Reflecting lower personnel and restructuring costs, noninterest expenses declined by 6.6% annualized to $1.47 billion. Professional services expenses related to systems and project-related costs remained elevated. The Company noted that the project-related costs should go away shortly, but some systems-related costs could persist for several years until the old duplicate system can be eliminated. Overall, the efficiency ratio increased to 60.1% in the quarter from 57.6% in 2Q13 driven by lower revenues. BB&T continues to target an efficiency ratio in the mid-50% range, which requires revenue growth.

Asset quality, excluding covered loans, continues to improve with delinquencies, nonperforming assets (NPAs) and net charge-offs (NCOs) all declining during the quarter.
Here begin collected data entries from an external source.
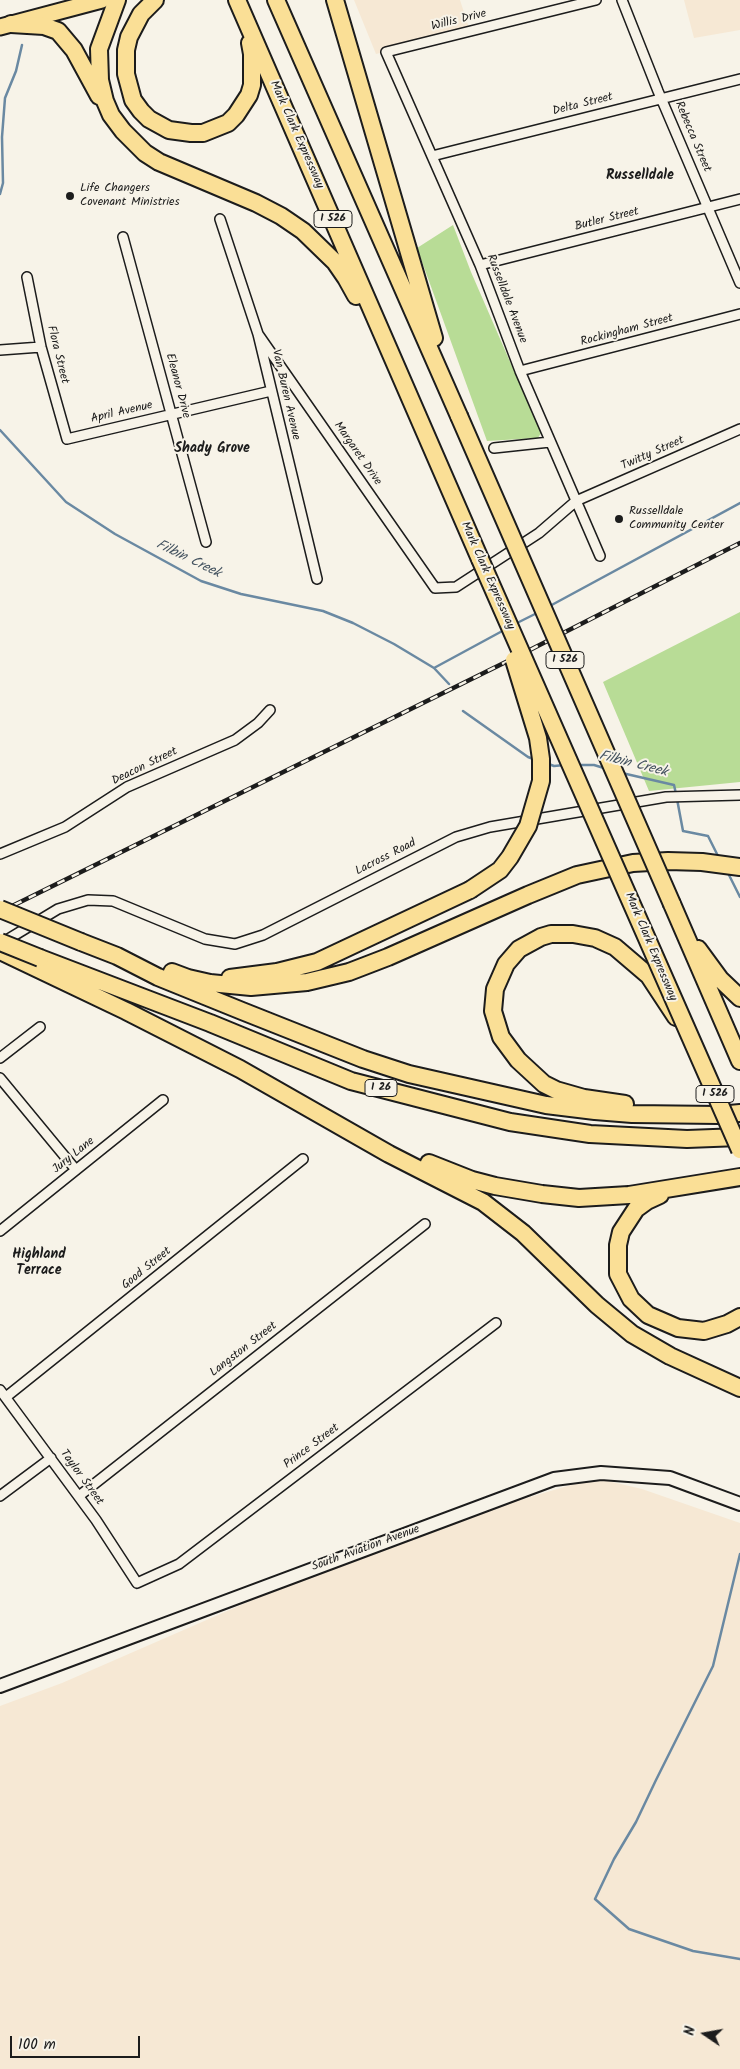 <!DOCTYPE html>
<style>
body{margin:0}
#map{position:relative;width:740px;height:2069px;overflow:hidden;background:#f7f3e8;font-family:Kalam,sans-serif}
canvas{display:block}
.north{position:absolute;left:680px;top:2009px;width:50px;height:50px;-webkit-text-stroke:4px #f7f3e8;paint-order:stroke;rotate:282deg;font-size:14px;font-weight:700;line-height:20px;text-align:center;color:#1c1c1c}
.north::after{content:'';display:block;margin:auto;width:18px;height:22px;background:#1c1c1c;clip-path:polygon(50% 0,100% 100%,50% 72%,0 100%)}
.scale{position:absolute;left:10px;top:2036px;width:130px;height:22px;box-sizing:border-box;border:2px solid #1c1c1c;border-top:0;padding-left:6px;font-size:15px;line-height:18px;white-space:nowrap;color:#1c1c1c;-webkit-text-stroke:4px #f7f3e8;paint-order:stroke}
</style>
<div id="map">
<canvas width="740" height="2069"></canvas>
<div class="north">N</div>
<div class="scale">100 m</div>
</div>
<script>
const ctx = document.querySelector('canvas').getContext('2d');
ctx.lineJoin = 'round';
function fillPath(path, color) { ctx.fillStyle = color; ctx.fill(path, 'evenodd'); }
const toPath = rows => new Path2D(rows.map(r => 'M' + r).join(''));
function trace(path, color, width, dash) { ctx.strokeStyle = color; ctx.lineWidth = width; ctx.lineCap = dash ? 'butt' : 'round'; ctx.setLineDash(dash || []); ctx.stroke(path); }
function drawText(font, color, halo, rows, align = 'center') {
  ctx.font = font + ' Kalam,sans-serif'; ctx.lineWidth = 4; ctx.setLineDash([]); ctx.textBaseline = 'middle'; ctx.strokeStyle = halo; ctx.fillStyle = color; for (const [text, x, y, turn = 0] of rows) {
    ctx.save(); ctx.translate(x, y); ctx.rotate((+turn || 0) * Math.PI / 180); ctx.textAlign = isNaN(turn) ? turn : align; if (halo) ctx.strokeText(text, 0, 0); ctx.fillText(text, 0, 0); ctx.restore();
  }
}
fillPath(toPath([
 [354,0,460,0,470,31,376,54],
 [684,0,740,0,740,30,694,38],
 [595,1478,642,1489,740,1523,740,2069,0,2069,0,1706,62,1683,358,1554,465,1516]
]), '#f6e8d4');
fillPath(toPath([
 [453,225,471,272,541,433,538,438,487,441,417,248],
 [740,612,740,782,649,791,603,682]
]), '#b8dc96');
trace(toPath([
 [0,194,3,183,2,137,5,98,16,71,22,45],
 [0,430,66,502,115,534,201,581,241,594,323,611,353,623,394,644,434,668,449,684],
 [548,607,740,503],
 [515,624,539,612],
 [434,668,506,629],
 [463,711,528,757,536,760],
 [546,763,554,766,565,765],
 [578,765,594,765,607,769],
 [622,773,674,785,676,794],
 [677,799,683,831,708,836,719,858],
 [727,871,740,897],
 [740,1554,713,1666,656,1780,636,1822,614,1859,595,1899,629,1929,693,1951,740,1959]
]), '#6a89a2', 2.5);
const street = toPath([
 [596,0,386,52,480,265,520,371,600,556],
 [622,0,658,91,740,283],
 [432,156,740,79],
 [220,219,258,334,317,579],
 [123,237,206,542],
 [480,265,740,199],
 [27,277,41,347,67,439,271,391],
 [258,334,435,588,456,587,539,533,576,501,740,429],
 [0,350,41,347],
 [520,371,740,314],
 [494,448,550,442],
 [0,854,65,827,127,787,235,740,258,723,270,710],
 [0,944,58,909,88,900,113,901,205,939,235,944,263,935,456,837,490,827,666,797,740,795],
 [0,1058,40,1027],
 [0,1078,76,1170],
 [0,1231,163,1100],
 [0,1390,96,1520,137,1583,179,1564,496,1323],
 [6,1397,303,1159],
 [0,1496,51,1458],
 [79,1496,425,1224]
]);
const secondary = toPath([
 [0,1686,554,1479,601,1473,670,1478,740,1504]
]);
const primary = toPath([
 [0,27,102,0]
]);
const highway = toPath([
 [117,0,99,49,100,80,105,101,111,115,123,131,145,153,159,162,256,203,281,216,303,231,335,262,346,278,356,296],
 [155,0,141,14,129,37,126,50,126,74,133,100,141,111,149,119,169,130,191,133,203,133,228,123,236,115,249,95,252,85,252,54,250,43],
 [237,0,480,559],
 [276,0,459,416],
 [335,0,434,338],
 [11,24,44,26,58,31,74,50,99,96],
 [672,904,740,1061],
 [81,942,117,956,158,977,242,1011,363,1059,409,1074,546,1105,595,1111,632,1114,719,1115,740,1113],
 [698,949,720,979,740,998],
 [0,951,126,1011,240,1069,389,1154,483,1202,523,1233,597,1305,632,1334,670,1356,740,1388],
 [40,958,210,1023,351,1081,510,1122,590,1134,687,1139,740,1137],
 [172,972,188,978,210,983,251,987,307,982,349,972,388,957,528,895,577,875,633,863,668,861,702,862,740,867],
 [230,978,277,972,317,962,470,890],
 [625,1104,584,1098,556,1090,544,1084,518,1060,501,1037,493,1011,495,989,506,964,519,949,541,937,551,934,573,934,595,938,615,947,649,976,676,1017],
 [429,1163,472,1180,495,1186,542,1194,579,1198,629,1195,740,1177],
 [660,1195,647,1201,636,1209,621,1232,618,1245,618,1274,631,1299,648,1315,678,1328,704,1331,727,1324,740,1317]
]);
trace(street, '#1c1c1c', 12);
trace(secondary, '#1c1c1c', 16);
trace(primary, '#1c1c1c', 19);
trace(highway, '#1c1c1c', 20);
trace(street, '#f7f3e8', 9);
trace(secondary, '#f7f3e8', 12);
trace(primary, '#fadf96', 15);
trace(highway, '#fadf96', 16);
const rail = toPath([
 [0,912,518,656,740,543]
]);
trace(rail, '#1c1c1c', 4.5);
trace(rail, '#f7f3e8', 2.5, [8]);
const highwayBridge = toPath([
 [459,416,672,904],
 [480,559,740,1150],
 [470,890,500,870,510,857,528,826,541,781,541,759,538,738,514,660],
 [0,909,81,942],
 [0,942,40,958]
]);
trace(highwayBridge, '#1c1c1c', 20, []);
trace(highwayBridge, '#fadf96', 16);
for (const [x, y, r, color] of [
 [70,196,5,"#1c1c1c"],
 [619,519,5,"#1c1c1c"]
]) { const dot = new Path2D(); dot.arc(x, y, r, 0, 2 * Math.PI); ctx.fillStyle = color; ctx.fill(dot); trace(dot, '#f7f3e8', 2); }
for (const [x, y, w] of [
 [333,219,38],
 [565,660,38],
 [381,1088,32],
 [715,1094,38]
]) { const box = new Path2D(); box.roundRect(x - w / 2, y - 8.5, w, 17, 4); ctx.fillStyle = '#f7f3e8'; ctx.fill(box); trace(box, '#1c1c1c', 1); }
drawText('bold 11px', '#1c1c1c', null, [
 ["I 526",333,219],
 ["I 526",565,660],
 ["I 26",381,1088],
 ["I 526",715,1094]
]);
drawText('12px', '#1c1c1c', '#f7f3e8', [
 ["Willis Drive",459,21,-14],
 ["Delta Street",583,105,-14],
 ["Mark Clark Expressway",296,135,66],
 ["Rebecca Street",692,137,67],
 ["Butler Street",607,220,-14],
 ["Russelldale Avenue",506,299,69],
 ["Rockingham Street",627,331,-15],
 ["Flora Street",57,355,76],
 ["Eleanor Drive",177,386,75],
 ["Van Buren Avenue",285,395,77],
 ["April Avenue",122,413,-13],
 ["Margaret Drive",357,454,55],
 ["Twitty Street",653,454,-24],
 ["Mark Clark Expressway",487,576,66],
 ["Deacon Street",145,767,-26],
 ["Lacross Road",386,858,-27],
 ["Mark Clark Expressway",650,947,67],
 ["Jury Lane",74,1156,-39],
 ["Good Street",147,1269,-39],
 ["Langston Street",244,1350,-38],
 ["Prince Street",312,1447,-37],
 ["Taylor Street",81,1478,54],
 ["South Aviation Avenue",366,1549,-20]
]);
drawText('12px', '#1c1c1c', '#f7f3e8', [
 ["Life Changers",80,189],
 ["Covenant Ministries",80,203],
 ["Russelldale",629,512],
 ["Community Center",629,526]
], 'left');
drawText('bold 14px', '#1c1c1c', '#f7f3e8', [
 ["Russelldale",640,177],
 ["Shady Grove",212,450],
 ["Highland",39,1256],
 ["Terrace",39,1272]
]);
drawText('italic 14px', '#43525f', '#f7f3e8', [
 ["Filbin Creek",188,560,26],
 ["Filbin Creek",633,765,14]
]);
</script>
Specifically, NPAs declined $114 million, or 8.9%, to their lowest levels as a percentage of total assets since 2007. Meanwhile, NCOs were 0.49% of average loans and leases, an improvement from 0.75% in 2Q13 and below the Company’s normalized charge-off guidance of 55 to 75 bps. Moreover, NCOs have declined by half since 1Q13. As a result, the loan loss provision has declined to $92 million from $168 million in 2Q13 resulting in a reserve release of $52 million. Even with the reserve release, BB&T’s allowance for loan and lease losses improved during the quarter to 1.66x nonperforming loans. Overall, the Company’s allowance for loan and leases losses remains sufficient at 1.59% of loans and leases held for investment. DBRS expects asset quality to continue to improve, albeit at a slower pace.

Positively, capital metrics all improved during the quarter and remain sound. Specifically, the Company’s tangible common equity to tangible assets ratio was 6.9%, up from 6.8%. BB&T noted that its common equity Tier 1 ratio under Basel III was approximately 9.0%. In August, the Federal Reserve did not object to BB&T’s revised capital plan that was submitted in June.

Notes:
All figures are in U.S. dollars unless otherwise noted.

[Amended on May the 23rd, 2014 to remove unnecessary disclosures.]